No one — from the 99 per cent of Pakistan's 180 million population that does not pay income tax — is believed to have been prosecuted for tax evasion in 25 years.

ISLAMABAD: Ali Arshad Hakeem has declared war on some of Pakistan’s worst offenders. And they are not the Islamist militants blamed for so many of the country’s woes.

Pakistan’s new tax chief is determined to force a jet-setting elite to pay their fair share, challenging an unspoken consensus among politicians and businessman that writing cheques to the government is strictly optional.

Less than 1 per cent of Pakistan’s 180 million citizens pay income tax and no one is believed to have been prosecuted for tax evasion in 25 years, to the dismay of Western allies who have contributed billions of dollars in aid.

“We will name and shame,” said Hakeem, in his office which overlooks mansions with security guards that belong to members of the privileged class he has vowed to target.

Freezing assets

Hakeem, 49, believes he can inculcate a greater sense of responsibility in the top layer of society through a carrot and stick approach.  To instill a frisson of fear in the biggest dodgers, he is threatening to freeze assets and ban them from travel.

But he is also about to offer a 10-week amnesty that forgives past offenses and only places a small tax burden in the first two years of those who choose to accept.

The scheme is the best Hakeem can come up with given the government’s failure to muster the political will to implement key economic reforms, including widening the tax base.

Pakistan’s Western allies say boosting revenues to forge a more meaningful social contract between the government and its people is just as critical for stability as military campaigns against insurgents.

To tempt them into the programme, tax cheats will only need to pay a flat fee of around 40,000 rupees ($400) for any amount of income they bring in over the next year. The following year, they will have to pay $40 more in taxes.

At the end of the second year, the tax rate will be re-evaluated and could return to normal rates, which run as high as 25 per cent.

The National Database and Registration Authority (Nadra) has profiled more than 2 million offenders, detailing their luxury cars and houses, bank accounts and overseas trips.

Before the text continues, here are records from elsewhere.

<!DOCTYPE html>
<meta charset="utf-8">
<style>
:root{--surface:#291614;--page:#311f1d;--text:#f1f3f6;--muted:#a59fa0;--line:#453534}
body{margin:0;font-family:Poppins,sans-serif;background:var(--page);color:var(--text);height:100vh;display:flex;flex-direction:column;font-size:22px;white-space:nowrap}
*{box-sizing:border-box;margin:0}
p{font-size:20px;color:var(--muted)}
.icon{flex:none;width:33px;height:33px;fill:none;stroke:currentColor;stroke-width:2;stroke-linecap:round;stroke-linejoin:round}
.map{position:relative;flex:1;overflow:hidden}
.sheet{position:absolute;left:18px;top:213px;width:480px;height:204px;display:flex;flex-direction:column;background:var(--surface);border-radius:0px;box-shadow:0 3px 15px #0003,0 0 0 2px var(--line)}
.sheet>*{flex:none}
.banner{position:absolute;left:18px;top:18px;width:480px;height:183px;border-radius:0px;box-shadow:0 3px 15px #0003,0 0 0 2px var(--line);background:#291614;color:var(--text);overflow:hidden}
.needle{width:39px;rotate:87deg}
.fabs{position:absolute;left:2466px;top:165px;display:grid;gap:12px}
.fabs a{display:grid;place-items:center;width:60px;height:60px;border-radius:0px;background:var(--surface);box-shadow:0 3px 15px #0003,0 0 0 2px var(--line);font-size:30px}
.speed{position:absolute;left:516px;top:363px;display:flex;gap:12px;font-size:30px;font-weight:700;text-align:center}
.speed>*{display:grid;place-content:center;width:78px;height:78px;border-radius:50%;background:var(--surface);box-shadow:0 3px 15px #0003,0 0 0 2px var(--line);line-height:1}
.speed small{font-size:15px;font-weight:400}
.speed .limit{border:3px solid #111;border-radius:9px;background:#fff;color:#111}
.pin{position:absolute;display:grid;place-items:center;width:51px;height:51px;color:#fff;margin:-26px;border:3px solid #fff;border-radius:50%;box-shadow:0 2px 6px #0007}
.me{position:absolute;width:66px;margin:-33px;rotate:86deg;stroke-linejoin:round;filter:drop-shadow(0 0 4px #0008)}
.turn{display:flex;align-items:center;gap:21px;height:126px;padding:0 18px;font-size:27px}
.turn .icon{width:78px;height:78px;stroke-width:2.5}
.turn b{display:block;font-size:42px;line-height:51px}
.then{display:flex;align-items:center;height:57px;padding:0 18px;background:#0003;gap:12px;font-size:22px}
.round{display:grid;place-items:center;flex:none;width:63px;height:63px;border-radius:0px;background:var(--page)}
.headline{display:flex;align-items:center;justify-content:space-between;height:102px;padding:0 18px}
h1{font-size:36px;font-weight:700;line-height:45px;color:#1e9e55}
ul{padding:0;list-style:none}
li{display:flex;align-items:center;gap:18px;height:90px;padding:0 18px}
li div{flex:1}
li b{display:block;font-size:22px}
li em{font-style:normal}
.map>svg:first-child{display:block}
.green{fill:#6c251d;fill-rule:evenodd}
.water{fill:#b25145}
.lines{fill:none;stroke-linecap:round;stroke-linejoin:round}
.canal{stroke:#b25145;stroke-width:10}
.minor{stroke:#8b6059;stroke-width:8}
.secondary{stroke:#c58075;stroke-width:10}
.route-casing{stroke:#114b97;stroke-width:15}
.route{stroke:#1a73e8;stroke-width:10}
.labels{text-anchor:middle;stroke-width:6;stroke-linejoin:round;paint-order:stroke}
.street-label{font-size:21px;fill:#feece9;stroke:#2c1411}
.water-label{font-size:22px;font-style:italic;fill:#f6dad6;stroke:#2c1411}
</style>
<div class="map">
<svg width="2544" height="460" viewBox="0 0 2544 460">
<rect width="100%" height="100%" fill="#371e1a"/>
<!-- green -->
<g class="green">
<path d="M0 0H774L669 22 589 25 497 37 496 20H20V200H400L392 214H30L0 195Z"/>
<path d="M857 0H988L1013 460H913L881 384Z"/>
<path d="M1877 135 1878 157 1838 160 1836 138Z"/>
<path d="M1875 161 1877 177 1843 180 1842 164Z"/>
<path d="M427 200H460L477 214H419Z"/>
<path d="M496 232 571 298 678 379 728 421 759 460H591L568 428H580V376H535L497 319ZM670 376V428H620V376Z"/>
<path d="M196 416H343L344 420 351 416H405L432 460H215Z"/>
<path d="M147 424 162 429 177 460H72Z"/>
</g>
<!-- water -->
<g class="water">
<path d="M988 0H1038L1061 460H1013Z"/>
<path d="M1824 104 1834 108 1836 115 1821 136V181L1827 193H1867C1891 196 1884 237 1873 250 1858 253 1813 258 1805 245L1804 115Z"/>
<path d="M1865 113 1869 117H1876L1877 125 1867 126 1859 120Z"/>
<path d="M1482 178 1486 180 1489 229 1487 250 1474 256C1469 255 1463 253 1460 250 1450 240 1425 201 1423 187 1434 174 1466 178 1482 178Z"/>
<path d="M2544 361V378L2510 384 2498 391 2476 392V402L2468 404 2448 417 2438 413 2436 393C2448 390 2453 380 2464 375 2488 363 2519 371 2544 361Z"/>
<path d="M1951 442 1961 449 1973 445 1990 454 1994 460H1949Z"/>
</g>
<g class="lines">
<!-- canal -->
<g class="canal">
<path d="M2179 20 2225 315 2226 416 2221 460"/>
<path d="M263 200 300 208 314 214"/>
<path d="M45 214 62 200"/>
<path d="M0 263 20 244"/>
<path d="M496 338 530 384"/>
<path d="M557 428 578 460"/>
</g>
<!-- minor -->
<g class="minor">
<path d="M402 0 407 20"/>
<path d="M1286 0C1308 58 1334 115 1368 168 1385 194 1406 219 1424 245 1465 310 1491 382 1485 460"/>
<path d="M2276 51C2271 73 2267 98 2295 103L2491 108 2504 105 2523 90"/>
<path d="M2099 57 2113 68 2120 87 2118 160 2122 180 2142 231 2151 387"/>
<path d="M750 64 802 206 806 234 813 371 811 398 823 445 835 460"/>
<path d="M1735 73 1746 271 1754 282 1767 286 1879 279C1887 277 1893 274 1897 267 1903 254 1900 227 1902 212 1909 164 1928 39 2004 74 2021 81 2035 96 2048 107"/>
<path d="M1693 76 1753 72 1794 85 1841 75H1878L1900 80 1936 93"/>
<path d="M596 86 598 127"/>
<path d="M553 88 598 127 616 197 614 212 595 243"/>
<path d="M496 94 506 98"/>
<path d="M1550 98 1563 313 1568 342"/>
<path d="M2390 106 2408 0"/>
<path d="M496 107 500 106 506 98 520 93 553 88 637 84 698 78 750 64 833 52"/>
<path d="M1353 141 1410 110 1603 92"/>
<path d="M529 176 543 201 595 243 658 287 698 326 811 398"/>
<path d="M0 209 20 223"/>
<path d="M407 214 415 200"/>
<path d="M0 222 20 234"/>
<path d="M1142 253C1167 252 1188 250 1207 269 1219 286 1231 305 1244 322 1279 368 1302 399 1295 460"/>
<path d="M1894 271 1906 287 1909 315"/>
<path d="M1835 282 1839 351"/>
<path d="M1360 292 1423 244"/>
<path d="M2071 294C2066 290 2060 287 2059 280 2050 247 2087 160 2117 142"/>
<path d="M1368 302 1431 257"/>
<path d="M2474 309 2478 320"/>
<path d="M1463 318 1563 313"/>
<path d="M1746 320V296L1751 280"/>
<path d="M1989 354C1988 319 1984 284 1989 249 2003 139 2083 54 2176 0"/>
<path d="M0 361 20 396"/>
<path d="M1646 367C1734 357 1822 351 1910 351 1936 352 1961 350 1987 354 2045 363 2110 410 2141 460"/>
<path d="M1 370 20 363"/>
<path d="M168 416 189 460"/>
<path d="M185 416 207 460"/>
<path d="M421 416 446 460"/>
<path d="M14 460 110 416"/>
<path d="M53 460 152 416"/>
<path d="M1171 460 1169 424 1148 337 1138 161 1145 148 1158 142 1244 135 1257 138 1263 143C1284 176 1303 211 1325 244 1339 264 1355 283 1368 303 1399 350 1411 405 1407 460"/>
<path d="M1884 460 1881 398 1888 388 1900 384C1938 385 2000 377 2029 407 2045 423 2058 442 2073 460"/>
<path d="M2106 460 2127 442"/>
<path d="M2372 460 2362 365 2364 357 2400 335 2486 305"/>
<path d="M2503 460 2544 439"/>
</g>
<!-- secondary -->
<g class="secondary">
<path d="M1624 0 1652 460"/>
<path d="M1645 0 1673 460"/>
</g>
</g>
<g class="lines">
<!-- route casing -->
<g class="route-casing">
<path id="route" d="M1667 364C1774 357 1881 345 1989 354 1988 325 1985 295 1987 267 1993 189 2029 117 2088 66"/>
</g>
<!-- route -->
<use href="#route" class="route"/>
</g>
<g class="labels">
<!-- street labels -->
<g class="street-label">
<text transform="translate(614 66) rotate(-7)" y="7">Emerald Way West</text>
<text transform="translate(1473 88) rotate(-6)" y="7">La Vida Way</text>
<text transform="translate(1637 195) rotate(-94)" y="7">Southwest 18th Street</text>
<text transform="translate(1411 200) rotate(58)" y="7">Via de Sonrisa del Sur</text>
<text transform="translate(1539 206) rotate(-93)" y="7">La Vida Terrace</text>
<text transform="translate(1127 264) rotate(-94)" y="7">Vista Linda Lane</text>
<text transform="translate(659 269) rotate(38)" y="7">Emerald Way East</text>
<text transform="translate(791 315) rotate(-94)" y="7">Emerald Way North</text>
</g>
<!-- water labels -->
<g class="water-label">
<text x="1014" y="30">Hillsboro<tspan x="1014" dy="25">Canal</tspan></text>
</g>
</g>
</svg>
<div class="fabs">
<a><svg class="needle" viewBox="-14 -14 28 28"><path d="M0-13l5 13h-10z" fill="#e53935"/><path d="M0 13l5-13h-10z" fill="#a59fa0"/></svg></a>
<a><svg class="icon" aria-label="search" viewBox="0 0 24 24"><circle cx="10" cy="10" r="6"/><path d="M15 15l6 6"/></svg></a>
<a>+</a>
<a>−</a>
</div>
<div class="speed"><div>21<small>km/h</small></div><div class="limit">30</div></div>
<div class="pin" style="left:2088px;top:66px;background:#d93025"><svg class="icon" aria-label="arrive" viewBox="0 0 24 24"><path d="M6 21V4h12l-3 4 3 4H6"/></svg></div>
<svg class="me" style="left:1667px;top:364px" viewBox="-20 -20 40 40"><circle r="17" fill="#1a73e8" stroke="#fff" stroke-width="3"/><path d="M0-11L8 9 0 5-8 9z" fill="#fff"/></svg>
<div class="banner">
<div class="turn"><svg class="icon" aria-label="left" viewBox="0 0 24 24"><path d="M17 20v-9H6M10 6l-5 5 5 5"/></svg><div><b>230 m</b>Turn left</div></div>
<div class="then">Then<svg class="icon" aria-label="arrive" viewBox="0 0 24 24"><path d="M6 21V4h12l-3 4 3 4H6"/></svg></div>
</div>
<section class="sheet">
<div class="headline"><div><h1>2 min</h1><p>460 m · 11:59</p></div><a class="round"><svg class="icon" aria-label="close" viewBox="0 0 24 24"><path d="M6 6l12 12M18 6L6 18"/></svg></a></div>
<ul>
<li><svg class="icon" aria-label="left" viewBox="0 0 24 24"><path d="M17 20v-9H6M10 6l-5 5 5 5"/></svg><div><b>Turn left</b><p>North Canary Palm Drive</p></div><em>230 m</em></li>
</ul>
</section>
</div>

Hakeem, the tall, grey-haired head of the Federal Board of Revenue, says he will release the names of offenders to the media.

“It’s like a war,” he said, displaying the profiles of offenders with their faces and names obscured. Foreign accounts, vehicles, trips and properties are listed.  “If this fails, I have to go.”

Some say Hakeem has embarked on mission impossible. Previous government amnesties have been criticised as rewarding tax evaders and punishing honest citizens without doing anything to broaden tax collection.

Deep inequalities

But if Hakeem somehow beats the odds, his campaign could help ease Pakistan’s deep social inequalities.

The wealthy attend lavish dinner parties, drive luxuryfour-wheel-drive vehicles and vacation in the West during the blistering summer heat while millions of poor Pakistanis brave chronic power outages in slums or impoverished villages.

One in five people live below the international poverty lineof $1 a day.

“We’ll eventually get each one of them. We must give people a chance to come and pay their taxes,” said Hakeem.

“It’s a computerised system ... We even know what color shirt he (an offender) was wearing when he got on that flight.”  Hakeem says evaders may have their identity cards suspended, although it’s not clear if such action is legal. The cards are required for travel, banking and to validate any license.

The amount of tax collected has been going down in real terms even as the country looks to the West for help.

Britain has pledged to pay $1 billion over five years to upgrade Pakistan’s schools. The US is giving Pakistan’s powerful army more than $1 billion this year to help fight the Taliban. The country also owes the International Monetary Fund $7 billion.

Hakeem’s organisation has already presented some famous Pakistani cricketers, such as former captains Younus Khan and Shahid Afridi, with a whopping tax bill.

But there has been no public demands for wealthy politicians or their millionaire backers to pay up.

History shows that Hakeem faces an uphill battle.

Businessman Jehangir Tareen said when he was serving as a lawmaker, it took him a year to get tax authorities to accept his payment because they were so afraid of setting a precedent for taking cash from the powerful.

“We filed a (tax return) and sent a cheque. They returned it and said, ‘please don’t do this’,” he said. “People who pay tax honestly do not get rewarded.” That year Tareen, a passionate advocate of tax reform, was the only one of 269 federal lawmakers to declare how much tax he paid.